É possível que esta seja lembrada como a Flip do apagão. As intempéries climáticas —calor tórrido, chuva implacável e blecaute distópico— ofuscaram uma programação que escalou menos estrelas e contava com a boa vontade do público para descobrir escritores novos.

A Flip e o breu - Zanone Fraissat/ Folhapress

Ainda que diversas mesas tenham atingido metas ambiciosas e funcionado bem, nenhuma foi tão inesquecível a ponto de superar a noite traumática em que Paraty se apagou, na quinta.

Imagina se turistas e o mundinho literário de todo o país fossem forçados a voltar para casa, derrotados pela impossibilidade de continuar sem ventilador para aplacar a quentura, wi-fi para se conectar, geladeira nos restaurantes e —cruz-credo— água bombeada nas caixas?

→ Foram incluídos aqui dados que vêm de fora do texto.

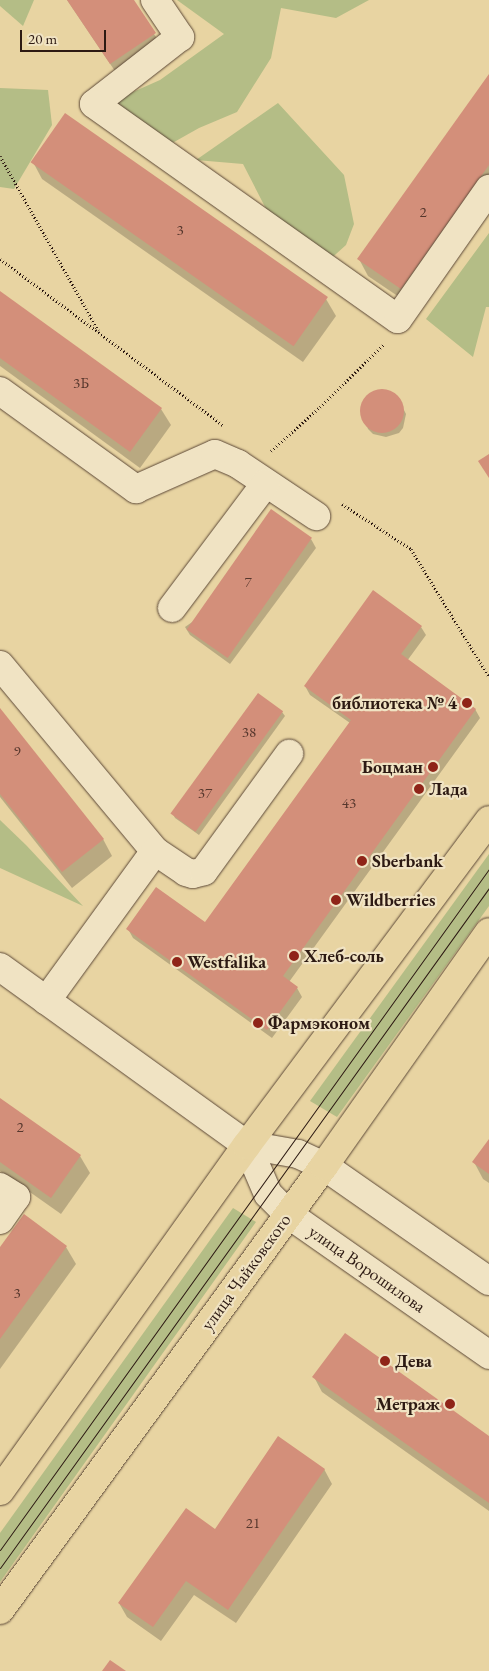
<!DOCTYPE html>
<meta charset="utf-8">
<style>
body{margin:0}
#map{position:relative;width:489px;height:1671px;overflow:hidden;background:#e8d4a2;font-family:"EB Garamond",serif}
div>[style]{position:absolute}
.green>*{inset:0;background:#b4bd86}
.shadow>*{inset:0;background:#0003}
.building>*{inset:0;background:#d38f7a;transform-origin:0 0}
.round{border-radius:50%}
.path>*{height:3px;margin-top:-1.5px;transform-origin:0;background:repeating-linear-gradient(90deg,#2d1a13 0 1px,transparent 0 3.5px)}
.roads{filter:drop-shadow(0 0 1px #5c4837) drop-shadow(0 0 1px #5c4837)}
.minor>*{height:28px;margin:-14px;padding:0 14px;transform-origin:14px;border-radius:14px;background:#f0e3c3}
.major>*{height:28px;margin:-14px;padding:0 14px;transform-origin:14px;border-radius:14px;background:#e8d4a2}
.tram>*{height:1px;margin:-0.5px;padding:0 0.5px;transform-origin:0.5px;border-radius:0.5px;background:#2d1a13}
.dots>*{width:14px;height:14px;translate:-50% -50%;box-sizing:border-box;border:2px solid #f0e3c3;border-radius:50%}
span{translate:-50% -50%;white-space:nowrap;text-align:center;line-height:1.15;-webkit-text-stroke:4.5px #f0e3c3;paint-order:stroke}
.number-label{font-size:15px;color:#56372d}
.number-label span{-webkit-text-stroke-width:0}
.poi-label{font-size:18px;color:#2d1a13;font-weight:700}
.right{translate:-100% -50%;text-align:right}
.left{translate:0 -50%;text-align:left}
.street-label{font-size:18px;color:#2d1a13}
.scale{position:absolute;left:20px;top:30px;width:86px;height:22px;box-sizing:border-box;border:2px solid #2d1a13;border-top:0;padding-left:6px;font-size:15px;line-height:18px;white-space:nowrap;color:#2d1a13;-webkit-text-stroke:4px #f0e3c3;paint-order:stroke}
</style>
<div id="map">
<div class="green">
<i style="clip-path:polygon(0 0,34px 0,23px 26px,0 6px)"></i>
<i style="clip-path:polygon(177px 0,369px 0,336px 18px,281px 8px,271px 58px,237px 112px,199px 128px,151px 155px,115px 100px,160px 80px,224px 34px)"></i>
<i style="clip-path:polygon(0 88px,48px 90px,52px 125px,14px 189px,0 187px)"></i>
<i style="clip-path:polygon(278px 103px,344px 175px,354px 224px,346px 245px,326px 263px,280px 236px,243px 164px,196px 160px)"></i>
<i style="clip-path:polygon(489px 233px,489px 307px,486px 307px,473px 357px,426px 319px)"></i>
<i style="clip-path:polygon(0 820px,26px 845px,83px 906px,0 868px)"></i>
<i style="clip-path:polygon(489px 854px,489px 906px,337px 1117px,310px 1101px)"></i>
<i style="clip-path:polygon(233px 1208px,256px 1222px,0 1582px,0 1533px)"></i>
</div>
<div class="shadow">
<i style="clip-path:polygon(67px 0,132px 0,165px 51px,121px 80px)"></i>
<i style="clip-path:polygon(489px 76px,489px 195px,411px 305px,368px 276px,359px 259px)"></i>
<i style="clip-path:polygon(33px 162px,326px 299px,336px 316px,303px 362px,42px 179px)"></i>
<i style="clip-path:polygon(0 292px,161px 409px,171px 425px,140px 468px,0 366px)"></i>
<i style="clip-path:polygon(377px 391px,384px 391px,397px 396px,406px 414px,403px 428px,399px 433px,386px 437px,373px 434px,368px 429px,361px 411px,366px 399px)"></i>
<i style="clip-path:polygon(311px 539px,316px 548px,230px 664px,190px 635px,185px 627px)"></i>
<i style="clip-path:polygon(421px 627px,426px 635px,407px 661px,475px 709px,480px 718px,289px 982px,297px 988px,302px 997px,272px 1038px,133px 938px,128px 929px,206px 924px,350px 723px,310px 695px,305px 686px)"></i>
<i style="clip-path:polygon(259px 695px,282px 712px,285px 716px,199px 835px,175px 818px,173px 814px)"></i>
<i style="clip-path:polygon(0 710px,103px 839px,112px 856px,72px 888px,0 797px)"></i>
<i style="clip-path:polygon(0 1099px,80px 1156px,90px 1173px,61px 1214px,0 1171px)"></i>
<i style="clip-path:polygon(489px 1142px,489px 1183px,483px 1179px,474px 1162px)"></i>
<i style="clip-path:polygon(24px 1215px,66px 1247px,76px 1264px,0 1369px,0 1249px)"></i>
<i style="clip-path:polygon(314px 1377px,489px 1437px,489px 1511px,322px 1392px)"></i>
<i style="clip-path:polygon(324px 1469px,332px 1484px,236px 1623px,194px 1595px,161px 1641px,127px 1617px,119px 1603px,215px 1531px)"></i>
</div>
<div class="building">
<i style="clip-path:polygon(67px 0,134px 0,156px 33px,110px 64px)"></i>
<i style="clip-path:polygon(489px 74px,489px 165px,401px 289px,357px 259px)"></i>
<i style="left:65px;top:113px;width:321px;height:60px;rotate:35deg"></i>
<i style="clip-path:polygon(0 291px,162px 408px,130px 452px,0 358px)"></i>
<i class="round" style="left:360px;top:389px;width:44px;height:44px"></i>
<i style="clip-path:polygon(489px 454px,489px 478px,478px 461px)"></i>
<i style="left:271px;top:509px;width:50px;height:147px;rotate:35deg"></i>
<i style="clip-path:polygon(373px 590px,422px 626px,401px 654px,476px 709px,283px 976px,298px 987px,267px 1030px,126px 929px,156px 887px,205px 922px,351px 720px,304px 686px)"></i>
<i style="left:258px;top:693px;width:31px;height:149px;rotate:36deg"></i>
<i style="clip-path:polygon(0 708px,104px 839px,62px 872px,0 794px)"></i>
<i style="clip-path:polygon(0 1098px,81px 1155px,51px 1198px,0 1162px)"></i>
<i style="clip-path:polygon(489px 1139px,489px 1174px,472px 1162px)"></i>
<i style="clip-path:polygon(24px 1214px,67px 1246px,0 1339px,0 1247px)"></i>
<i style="clip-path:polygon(345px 1333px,489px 1436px,489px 1503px,312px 1377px)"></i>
<i style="clip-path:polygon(278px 1436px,325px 1469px,228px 1610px,186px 1581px,153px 1627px,118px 1603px,186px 1508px,215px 1529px)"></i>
<i style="clip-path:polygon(110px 1660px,126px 1671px,102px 1671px)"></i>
</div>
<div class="path">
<i style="left:0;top:156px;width:200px;rotate:60.6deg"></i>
<i style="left:0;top:259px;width:279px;rotate:36.7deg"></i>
<i style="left:271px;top:451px;width:66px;rotate:-41.9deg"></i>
<i style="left:320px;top:407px;width:90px;rotate:-44.5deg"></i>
<i style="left:342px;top:504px;width:82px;rotate:33.1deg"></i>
<i style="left:411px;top:549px;width:150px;rotate:58.6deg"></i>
</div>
<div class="roads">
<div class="minor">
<i style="left:155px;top:0;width:45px;rotate:56deg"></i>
<i style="left:180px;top:37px;width:109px;rotate:142.1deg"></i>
<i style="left:94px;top:104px;width:372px;rotate:35.3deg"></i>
<i style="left:398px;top:319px;width:159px;rotate:-55deg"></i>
<i style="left:0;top:391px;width:168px;rotate:35.8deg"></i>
<i style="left:136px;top:489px;width:86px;rotate:-23.9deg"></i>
<i style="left:215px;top:454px;width:25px;rotate:23deg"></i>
<i style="left:238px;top:464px;width:94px;rotate:33.7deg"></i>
<i style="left:172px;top:608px;width:156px;rotate:-53.1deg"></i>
<i style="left:0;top:665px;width:242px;rotate:50.2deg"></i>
<i style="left:155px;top:851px;width:185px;rotate:126deg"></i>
<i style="left:155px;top:851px;width:37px;rotate:34deg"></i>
<i style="left:186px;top:872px;width:7px;rotate:16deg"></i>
<i style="left:193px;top:874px;width:11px;rotate:-15deg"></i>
<i style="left:204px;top:871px;width:145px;rotate:-54deg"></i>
<i style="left:0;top:967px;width:304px;rotate:35.8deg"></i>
<i style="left:247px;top:1145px;width:52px;rotate:10deg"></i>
<i style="left:298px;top:1154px;width:29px;rotate:25deg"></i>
<i style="left:324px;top:1166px;width:201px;rotate:34.9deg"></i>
<i style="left:247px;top:1145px;width:53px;rotate:66.8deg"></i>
<i style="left:268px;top:1194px;width:28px;rotate:45deg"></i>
<i style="left:288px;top:1214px;width:246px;rotate:35deg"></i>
<i style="left:0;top:1187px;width:19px;rotate:32deg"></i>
<i style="left:16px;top:1197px;width:28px;rotate:125deg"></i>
</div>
<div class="major">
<i style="left:0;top:1491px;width:425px;rotate:-54.5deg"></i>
<i style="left:247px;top:1145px;width:405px;rotate:-53.3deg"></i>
<i style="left:0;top:1610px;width:550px;rotate:-53.88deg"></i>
<i style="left:324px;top:1166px;width:286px;rotate:-54.8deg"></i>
</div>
</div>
<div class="tram">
<i style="left:0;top:1550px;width:838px;rotate:-54.32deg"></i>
<i style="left:0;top:1568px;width:838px;rotate:-54.28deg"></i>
</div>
<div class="dots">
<i style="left:467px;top:703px;background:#8f2418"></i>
<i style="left:433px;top:767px;background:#8f2418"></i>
<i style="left:419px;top:789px;background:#8f2418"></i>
<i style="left:362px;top:861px;background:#8f2418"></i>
<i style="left:336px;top:900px;background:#8f2418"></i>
<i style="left:294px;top:956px;background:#8f2418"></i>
<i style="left:177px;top:962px;background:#8f2418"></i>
<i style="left:258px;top:1023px;background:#8f2418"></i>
<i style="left:385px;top:1361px;background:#8f2418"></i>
<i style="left:450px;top:1404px;background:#8f2418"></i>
</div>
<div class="number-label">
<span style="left:423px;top:212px">2</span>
<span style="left:180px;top:230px">3</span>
<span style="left:81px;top:383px">3Б</span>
<span style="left:248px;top:582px">7</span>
<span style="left:249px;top:732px">38</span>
<span style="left:17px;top:751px">9</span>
<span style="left:205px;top:793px">37</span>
<span style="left:349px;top:803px">43</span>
<span style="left:20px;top:1127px">2</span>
<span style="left:17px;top:1293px">3</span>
<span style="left:253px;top:1523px">21</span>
</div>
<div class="poi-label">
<span class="right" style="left:457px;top:703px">библиотека № 4</span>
<span class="right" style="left:423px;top:767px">Боцман</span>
<span class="left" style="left:429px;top:789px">Лада</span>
<span class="left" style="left:372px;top:861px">Sberbank</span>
<span class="left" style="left:346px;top:900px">Wildberries</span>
<span class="left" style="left:304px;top:956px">Хлеб-соль</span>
<span class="left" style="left:187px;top:962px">Westfalika</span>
<span class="left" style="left:268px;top:1023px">Фармэконом</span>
<span class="left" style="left:395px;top:1361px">Дева</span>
<span class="right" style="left:440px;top:1404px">Метраж</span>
</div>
<div class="street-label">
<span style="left:367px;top:1269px;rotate:35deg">улица Ворошилова</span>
<span style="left:246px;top:1272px;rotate:-54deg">улица Чайковского</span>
</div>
<div class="scale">20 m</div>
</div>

Isso tem a ver com a data da festa deste ano, atípica e desde o início reconhecida como longe do ideal pela organização. Julho sempre foi o mês tradicional, mas, como reflexo da pandemia, o evento ficou perto do verão em 2022 e agora.

Em entrevista à imprensa neste domingo, após o encerramento, o diretor artístico Mauro Munhoz prometeu a festa do próximo ano para setembro. Foi por causa da agenda de novembro, afinal, que foi difícil trazer ao Brasil autores estrangeiros que ainda estavam comprometidos com o fim do ano letivo ou outras questões profissionais quase no último mês do ano.

Isso colaborou para que os nomes da programação fossem encarados como menos vistosos pelo público —a reportagem ouviu de diversos visitantes, escritores e editores ao longo do festival que o interesse em assistir às mesas, neste ano, era mais restrito.

Enquanto atrações paralelas chegavam a gerar aglomerações apelidadas de "Taylor Swift" para ver Conceição Evaristo ou Silvia Federici, as mesas principais muitas vezes não lotaram, em especial no sábado, que costumava ser um dia muito disputado.

"Uma mesa dar certo não tem necessariamente a ver com esgotar ou não", disse a professora Milena Britto, curadora desta edição com a editora Fernanda Bastos. "Pode dar certo ao afetar uma só pessoa. O certo é que não houve nada clichê. Até quem não gostou teve que pensar por quê."

"Nós sabíamos que seria uma Flip de dissenso", disse Bastos. "Trabalhamos com várias linguagens descredibilizadas, que não passam pelo sistema de legitimação tradicional. Num contexto de racismo estrutural, duas mulheres negras em posto de comando, e dizendo mais ‘não’ do que ‘sim’, é um grande avanço."

"Muitas outras instituições no mercado editorial, nos jornais, não avançaram tanto nisso quanto a Flip fez", continuou a editora, lembrando que a homenageada desta edição, Pagu, foi uma figura odiada em sua época. "As pessoas estão acostumadas a sempre ver os mesmos discursos de homens brancos. Quisemos trazer a Flip para o nosso século."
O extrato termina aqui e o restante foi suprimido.